== SUPPLIED INFORMATION ==
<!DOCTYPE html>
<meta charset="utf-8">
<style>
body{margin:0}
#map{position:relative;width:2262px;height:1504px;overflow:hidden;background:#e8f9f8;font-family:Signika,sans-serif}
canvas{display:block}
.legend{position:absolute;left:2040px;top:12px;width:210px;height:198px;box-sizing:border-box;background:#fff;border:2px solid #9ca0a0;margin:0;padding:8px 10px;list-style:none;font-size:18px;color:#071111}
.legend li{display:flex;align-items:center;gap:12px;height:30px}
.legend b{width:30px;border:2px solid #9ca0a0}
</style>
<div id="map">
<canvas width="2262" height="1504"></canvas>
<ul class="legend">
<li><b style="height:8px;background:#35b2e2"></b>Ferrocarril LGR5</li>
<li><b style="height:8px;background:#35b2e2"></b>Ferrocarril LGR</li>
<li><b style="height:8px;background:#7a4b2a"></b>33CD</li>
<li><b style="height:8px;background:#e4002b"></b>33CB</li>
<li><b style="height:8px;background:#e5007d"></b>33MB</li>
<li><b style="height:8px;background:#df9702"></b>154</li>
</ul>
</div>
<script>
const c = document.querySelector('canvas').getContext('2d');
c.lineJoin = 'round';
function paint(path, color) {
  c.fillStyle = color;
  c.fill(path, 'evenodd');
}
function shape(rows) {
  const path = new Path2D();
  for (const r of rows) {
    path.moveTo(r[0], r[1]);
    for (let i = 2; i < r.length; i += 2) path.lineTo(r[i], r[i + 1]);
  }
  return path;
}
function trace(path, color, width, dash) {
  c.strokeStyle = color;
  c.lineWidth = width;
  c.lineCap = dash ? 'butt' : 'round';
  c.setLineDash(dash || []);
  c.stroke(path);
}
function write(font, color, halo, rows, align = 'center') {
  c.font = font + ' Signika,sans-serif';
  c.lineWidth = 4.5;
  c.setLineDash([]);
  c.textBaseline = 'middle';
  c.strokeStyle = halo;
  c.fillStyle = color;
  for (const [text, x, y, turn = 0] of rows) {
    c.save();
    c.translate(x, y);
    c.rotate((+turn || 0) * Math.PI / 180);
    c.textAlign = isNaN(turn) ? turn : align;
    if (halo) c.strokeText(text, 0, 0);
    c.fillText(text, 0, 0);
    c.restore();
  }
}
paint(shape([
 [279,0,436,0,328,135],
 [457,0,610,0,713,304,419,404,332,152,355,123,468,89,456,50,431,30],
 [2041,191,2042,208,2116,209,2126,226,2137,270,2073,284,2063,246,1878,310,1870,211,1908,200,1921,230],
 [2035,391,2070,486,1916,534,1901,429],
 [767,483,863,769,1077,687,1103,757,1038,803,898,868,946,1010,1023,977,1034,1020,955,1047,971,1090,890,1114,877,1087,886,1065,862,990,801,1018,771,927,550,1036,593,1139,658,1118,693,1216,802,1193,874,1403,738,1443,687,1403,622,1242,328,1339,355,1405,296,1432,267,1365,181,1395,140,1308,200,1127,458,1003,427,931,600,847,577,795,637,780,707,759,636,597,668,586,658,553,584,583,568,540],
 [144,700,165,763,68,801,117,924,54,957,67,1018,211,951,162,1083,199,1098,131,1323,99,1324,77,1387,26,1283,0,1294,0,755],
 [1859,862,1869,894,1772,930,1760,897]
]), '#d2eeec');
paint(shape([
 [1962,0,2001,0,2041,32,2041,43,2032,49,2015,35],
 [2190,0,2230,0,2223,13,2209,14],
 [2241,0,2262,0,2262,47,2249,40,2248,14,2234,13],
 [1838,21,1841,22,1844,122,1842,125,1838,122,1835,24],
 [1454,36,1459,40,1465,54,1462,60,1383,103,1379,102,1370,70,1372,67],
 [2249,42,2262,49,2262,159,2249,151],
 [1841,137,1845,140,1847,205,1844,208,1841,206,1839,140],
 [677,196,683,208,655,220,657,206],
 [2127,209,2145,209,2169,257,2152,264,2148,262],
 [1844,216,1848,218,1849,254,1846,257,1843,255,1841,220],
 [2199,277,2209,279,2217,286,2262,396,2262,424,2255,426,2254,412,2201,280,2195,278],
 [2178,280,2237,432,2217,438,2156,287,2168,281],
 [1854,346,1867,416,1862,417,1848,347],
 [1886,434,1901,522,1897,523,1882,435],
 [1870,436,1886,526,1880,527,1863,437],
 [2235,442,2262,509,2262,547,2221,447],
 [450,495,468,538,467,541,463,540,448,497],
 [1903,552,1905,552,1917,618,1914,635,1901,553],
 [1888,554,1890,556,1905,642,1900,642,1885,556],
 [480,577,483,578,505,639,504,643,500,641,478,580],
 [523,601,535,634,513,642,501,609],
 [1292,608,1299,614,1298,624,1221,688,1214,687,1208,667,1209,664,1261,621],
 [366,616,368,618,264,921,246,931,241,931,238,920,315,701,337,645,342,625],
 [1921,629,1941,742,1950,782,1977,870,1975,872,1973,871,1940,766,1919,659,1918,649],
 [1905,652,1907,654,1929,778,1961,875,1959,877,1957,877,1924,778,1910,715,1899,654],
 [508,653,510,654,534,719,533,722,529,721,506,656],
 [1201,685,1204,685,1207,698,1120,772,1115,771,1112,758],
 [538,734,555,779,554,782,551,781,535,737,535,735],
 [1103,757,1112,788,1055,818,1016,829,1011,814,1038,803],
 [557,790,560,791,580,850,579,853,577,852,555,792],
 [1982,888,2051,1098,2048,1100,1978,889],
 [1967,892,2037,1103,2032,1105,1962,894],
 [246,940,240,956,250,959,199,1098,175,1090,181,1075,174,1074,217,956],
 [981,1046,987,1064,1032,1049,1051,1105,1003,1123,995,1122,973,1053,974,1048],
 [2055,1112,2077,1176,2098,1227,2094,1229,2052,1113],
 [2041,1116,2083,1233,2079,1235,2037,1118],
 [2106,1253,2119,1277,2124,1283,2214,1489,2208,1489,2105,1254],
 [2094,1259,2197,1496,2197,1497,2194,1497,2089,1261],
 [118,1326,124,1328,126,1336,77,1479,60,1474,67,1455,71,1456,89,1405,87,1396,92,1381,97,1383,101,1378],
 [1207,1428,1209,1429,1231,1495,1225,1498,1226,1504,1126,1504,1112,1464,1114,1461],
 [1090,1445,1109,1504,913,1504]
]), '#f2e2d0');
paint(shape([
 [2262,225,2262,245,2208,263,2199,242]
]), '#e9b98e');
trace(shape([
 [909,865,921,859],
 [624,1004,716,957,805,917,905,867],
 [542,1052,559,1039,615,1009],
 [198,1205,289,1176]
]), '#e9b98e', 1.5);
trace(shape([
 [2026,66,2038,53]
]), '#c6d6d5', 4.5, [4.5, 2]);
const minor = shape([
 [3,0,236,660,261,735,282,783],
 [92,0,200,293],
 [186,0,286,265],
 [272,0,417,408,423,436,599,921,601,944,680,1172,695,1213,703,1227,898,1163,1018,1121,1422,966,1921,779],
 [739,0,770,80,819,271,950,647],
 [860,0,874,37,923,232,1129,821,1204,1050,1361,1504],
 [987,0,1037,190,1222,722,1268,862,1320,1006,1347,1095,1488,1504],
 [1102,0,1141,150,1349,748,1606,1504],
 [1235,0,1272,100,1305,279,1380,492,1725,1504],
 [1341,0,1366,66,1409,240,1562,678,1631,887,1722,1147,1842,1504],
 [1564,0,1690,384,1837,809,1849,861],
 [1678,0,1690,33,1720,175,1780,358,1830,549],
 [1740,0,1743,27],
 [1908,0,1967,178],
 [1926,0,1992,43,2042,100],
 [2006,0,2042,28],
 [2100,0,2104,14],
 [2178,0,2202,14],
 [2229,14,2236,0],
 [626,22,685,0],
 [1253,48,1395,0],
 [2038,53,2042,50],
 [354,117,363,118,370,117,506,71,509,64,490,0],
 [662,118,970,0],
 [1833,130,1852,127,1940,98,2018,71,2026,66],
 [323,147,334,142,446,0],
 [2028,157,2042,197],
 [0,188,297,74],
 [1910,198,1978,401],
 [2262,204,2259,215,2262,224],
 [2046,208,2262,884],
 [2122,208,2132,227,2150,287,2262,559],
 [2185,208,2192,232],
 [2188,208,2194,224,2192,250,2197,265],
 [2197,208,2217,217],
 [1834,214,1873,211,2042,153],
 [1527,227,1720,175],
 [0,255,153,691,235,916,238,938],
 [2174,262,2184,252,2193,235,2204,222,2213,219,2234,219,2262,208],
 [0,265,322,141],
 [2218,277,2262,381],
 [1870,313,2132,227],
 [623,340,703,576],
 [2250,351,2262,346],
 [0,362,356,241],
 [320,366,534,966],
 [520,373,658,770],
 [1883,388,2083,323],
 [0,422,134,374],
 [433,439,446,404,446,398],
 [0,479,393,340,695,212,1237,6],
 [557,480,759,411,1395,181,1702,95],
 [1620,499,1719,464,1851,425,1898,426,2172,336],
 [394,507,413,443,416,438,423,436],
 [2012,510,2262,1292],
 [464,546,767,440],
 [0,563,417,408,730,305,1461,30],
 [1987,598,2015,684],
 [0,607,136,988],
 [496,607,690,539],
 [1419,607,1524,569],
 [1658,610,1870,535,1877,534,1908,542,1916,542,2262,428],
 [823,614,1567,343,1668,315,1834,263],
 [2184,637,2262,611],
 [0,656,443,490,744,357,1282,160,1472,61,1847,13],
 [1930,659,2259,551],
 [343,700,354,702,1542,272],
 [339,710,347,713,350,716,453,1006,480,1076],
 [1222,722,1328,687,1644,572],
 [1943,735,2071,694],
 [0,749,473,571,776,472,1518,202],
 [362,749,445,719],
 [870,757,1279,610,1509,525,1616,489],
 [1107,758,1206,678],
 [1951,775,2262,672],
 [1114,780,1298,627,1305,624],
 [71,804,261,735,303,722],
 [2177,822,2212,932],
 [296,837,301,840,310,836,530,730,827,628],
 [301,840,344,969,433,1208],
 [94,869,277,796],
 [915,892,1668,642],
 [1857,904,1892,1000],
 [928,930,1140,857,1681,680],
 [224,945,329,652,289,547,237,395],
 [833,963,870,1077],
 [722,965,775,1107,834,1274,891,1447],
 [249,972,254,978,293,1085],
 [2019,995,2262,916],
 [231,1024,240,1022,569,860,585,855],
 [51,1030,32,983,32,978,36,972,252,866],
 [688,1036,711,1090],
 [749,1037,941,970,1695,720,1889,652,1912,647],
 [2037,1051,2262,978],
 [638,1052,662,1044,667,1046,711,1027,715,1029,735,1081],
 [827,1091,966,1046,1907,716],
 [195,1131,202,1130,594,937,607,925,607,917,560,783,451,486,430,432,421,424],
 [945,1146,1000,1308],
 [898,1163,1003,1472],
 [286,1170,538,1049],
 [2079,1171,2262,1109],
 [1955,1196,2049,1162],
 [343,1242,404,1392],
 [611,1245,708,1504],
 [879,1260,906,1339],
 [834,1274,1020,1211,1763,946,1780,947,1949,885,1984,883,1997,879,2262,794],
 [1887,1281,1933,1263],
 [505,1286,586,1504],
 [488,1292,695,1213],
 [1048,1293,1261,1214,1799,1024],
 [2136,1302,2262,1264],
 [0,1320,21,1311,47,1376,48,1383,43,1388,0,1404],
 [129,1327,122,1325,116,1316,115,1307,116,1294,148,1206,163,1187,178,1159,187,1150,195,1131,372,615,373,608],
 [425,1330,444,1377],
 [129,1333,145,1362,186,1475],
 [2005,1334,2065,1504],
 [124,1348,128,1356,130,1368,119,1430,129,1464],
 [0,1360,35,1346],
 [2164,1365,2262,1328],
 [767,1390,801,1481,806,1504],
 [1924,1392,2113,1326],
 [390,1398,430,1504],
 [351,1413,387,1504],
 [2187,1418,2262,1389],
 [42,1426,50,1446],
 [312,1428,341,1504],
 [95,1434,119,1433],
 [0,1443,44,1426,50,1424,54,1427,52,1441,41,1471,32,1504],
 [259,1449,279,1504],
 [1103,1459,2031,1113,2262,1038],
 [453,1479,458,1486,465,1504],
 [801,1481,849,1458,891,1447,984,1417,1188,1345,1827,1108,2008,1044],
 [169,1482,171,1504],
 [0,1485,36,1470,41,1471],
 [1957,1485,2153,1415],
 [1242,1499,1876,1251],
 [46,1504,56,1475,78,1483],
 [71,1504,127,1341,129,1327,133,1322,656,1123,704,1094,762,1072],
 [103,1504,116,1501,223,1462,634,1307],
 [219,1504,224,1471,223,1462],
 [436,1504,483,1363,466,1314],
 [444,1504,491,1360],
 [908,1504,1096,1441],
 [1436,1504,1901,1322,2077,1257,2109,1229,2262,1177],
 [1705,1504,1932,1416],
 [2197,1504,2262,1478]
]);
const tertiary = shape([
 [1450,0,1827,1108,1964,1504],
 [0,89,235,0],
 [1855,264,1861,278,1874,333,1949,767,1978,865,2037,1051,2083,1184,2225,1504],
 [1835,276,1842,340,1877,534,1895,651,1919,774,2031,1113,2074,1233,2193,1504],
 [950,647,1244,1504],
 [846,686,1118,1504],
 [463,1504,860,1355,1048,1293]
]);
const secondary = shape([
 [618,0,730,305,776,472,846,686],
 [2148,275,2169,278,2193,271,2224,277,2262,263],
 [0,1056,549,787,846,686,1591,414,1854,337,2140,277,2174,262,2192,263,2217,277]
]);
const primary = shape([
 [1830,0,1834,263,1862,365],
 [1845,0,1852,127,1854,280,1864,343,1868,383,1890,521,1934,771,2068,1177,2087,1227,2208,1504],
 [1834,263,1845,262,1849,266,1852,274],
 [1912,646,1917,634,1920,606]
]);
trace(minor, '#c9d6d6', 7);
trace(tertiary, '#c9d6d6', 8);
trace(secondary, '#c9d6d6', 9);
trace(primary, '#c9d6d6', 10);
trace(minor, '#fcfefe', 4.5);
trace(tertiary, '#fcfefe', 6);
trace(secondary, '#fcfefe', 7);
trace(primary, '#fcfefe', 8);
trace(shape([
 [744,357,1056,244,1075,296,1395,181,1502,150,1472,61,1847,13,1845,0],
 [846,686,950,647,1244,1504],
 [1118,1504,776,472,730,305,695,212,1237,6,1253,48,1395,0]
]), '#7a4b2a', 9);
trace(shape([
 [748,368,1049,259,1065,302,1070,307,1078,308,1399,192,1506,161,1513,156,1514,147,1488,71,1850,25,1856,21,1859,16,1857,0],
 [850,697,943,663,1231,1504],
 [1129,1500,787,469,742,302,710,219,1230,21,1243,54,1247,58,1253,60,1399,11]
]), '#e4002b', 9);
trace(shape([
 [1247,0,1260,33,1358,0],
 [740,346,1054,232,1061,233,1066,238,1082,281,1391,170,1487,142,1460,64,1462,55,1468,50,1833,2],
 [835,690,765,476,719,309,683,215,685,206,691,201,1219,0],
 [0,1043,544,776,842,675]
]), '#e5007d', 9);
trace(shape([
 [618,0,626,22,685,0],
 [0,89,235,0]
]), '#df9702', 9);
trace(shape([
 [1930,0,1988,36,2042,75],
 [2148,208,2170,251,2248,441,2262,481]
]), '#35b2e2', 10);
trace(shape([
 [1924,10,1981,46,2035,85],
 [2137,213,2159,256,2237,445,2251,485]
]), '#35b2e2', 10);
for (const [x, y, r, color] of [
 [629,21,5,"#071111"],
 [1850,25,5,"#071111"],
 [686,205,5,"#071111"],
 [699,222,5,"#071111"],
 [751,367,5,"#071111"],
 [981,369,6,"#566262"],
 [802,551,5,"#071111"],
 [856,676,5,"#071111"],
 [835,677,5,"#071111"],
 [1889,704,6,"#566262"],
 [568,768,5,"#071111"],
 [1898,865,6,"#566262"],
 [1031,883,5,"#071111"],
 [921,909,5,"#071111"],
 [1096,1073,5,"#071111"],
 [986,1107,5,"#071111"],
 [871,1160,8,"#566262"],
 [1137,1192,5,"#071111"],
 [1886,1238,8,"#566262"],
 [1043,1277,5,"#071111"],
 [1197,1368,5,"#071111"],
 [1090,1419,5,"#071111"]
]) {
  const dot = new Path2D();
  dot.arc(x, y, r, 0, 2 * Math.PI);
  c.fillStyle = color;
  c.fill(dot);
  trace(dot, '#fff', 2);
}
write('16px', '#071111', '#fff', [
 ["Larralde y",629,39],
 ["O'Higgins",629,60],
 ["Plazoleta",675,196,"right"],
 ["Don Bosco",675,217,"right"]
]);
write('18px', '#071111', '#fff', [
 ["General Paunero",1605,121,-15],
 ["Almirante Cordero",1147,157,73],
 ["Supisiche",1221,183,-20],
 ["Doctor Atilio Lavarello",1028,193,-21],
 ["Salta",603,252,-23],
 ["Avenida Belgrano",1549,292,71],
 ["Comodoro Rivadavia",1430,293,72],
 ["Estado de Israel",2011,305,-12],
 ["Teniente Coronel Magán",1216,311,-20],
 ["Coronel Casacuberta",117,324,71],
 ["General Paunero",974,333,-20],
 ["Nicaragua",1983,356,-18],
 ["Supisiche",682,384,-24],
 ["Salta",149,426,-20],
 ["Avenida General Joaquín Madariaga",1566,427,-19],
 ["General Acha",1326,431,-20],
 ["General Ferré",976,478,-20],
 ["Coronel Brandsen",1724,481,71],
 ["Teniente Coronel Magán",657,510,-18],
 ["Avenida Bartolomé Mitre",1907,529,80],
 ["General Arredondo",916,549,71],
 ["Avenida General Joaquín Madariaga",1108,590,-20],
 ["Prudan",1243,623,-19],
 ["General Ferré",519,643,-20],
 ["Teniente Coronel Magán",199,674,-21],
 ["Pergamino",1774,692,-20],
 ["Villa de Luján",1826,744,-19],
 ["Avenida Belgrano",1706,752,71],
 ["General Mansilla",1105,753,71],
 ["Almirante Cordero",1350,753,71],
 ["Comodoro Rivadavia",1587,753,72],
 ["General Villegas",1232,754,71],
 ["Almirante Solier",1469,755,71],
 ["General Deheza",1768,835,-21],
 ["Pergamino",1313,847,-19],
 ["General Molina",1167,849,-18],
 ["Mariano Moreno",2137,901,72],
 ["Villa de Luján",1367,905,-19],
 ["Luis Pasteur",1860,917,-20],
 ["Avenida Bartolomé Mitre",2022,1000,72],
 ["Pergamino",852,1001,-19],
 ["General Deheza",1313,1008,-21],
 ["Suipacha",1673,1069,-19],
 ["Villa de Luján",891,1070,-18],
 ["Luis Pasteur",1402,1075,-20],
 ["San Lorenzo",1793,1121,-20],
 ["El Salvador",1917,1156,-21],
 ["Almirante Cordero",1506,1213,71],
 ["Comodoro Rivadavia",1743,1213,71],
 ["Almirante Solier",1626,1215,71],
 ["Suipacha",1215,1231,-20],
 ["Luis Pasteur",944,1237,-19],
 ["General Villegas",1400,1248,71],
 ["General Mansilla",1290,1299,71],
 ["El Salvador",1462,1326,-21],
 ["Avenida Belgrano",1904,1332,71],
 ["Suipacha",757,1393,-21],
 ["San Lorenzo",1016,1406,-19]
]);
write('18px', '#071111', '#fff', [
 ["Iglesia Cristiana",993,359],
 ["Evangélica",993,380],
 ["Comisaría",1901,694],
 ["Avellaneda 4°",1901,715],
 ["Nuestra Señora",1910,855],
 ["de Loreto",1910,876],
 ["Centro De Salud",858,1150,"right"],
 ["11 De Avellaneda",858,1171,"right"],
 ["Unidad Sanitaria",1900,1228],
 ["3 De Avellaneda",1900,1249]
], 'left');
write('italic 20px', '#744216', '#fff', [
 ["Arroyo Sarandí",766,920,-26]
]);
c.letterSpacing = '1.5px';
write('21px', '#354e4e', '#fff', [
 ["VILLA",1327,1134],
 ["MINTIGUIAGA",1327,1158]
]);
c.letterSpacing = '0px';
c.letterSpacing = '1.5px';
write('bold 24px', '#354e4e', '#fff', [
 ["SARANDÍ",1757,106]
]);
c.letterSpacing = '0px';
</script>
===
TASK OBJECTIVE.
Go through the data above from its first line and copy each line exactly, stopping once the line with "if (halo) c.strokeText(text, 0, 0);" has been copied.

TASK RESULT.
<!DOCTYPE html>
<meta charset="utf-8">
<style>
body{margin:0}
#map{position:relative;width:2262px;height:1504px;overflow:hidden;background:#e8f9f8;font-family:Signika,sans-serif}
canvas{display:block}
.legend{position:absolute;left:2040px;top:12px;width:210px;height:198px;box-sizing:border-box;background:#fff;border:2px solid #9ca0a0;margin:0;padding:8px 10px;list-style:none;font-size:18px;color:#071111}
.legend li{display:flex;align-items:center;gap:12px;height:30px}
.legend b{width:30px;border:2px solid #9ca0a0}
</style>
<div id="map">
<canvas width="2262" height="1504"></canvas>
<ul class="legend">
<li><b style="height:8px;background:#35b2e2"></b>Ferrocarril LGR5</li>
<li><b style="height:8px;background:#35b2e2"></b>Ferrocarril LGR</li>
<li><b style="height:8px;background:#7a4b2a"></b>33CD</li>
<li><b style="height:8px;background:#e4002b"></b>33CB</li>
<li><b style="height:8px;background:#e5007d"></b>33MB</li>
<li><b style="height:8px;background:#df9702"></b>154</li>
</ul>
</div>
<script>
const c = document.querySelector('canvas').getContext('2d');
c.lineJoin = 'round';
function paint(path, color) {
  c.fillStyle = color;
  c.fill(path, 'evenodd');
}
function shape(rows) {
  const path = new Path2D();
  for (const r of rows) {
    path.moveTo(r[0], r[1]);
    for (let i = 2; i < r.length; i += 2) path.lineTo(r[i], r[i + 1]);
  }
  return path;
}
function trace(path, color, width, dash) {
  c.strokeStyle = color;
  c.lineWidth = width;
  c.lineCap = dash ? 'butt' : 'round';
  c.setLineDash(dash || []);
  c.stroke(path);
}
function write(font, color, halo, rows, align = 'center') {
  c.font = font + ' Signika,sans-serif';
  c.lineWidth = 4.5;
  c.setLineDash([]);
  c.textBaseline = 'middle';
  c.strokeStyle = halo;
  c.fillStyle = color;
  for (const [text, x, y, turn = 0] of rows) {
    c.save();
    c.translate(x, y);
    c.rotate((+turn || 0) * Math.PI / 180);
    c.textAlign = isNaN(turn) ? turn : align;
    if (halo) c.strokeText(text, 0, 0);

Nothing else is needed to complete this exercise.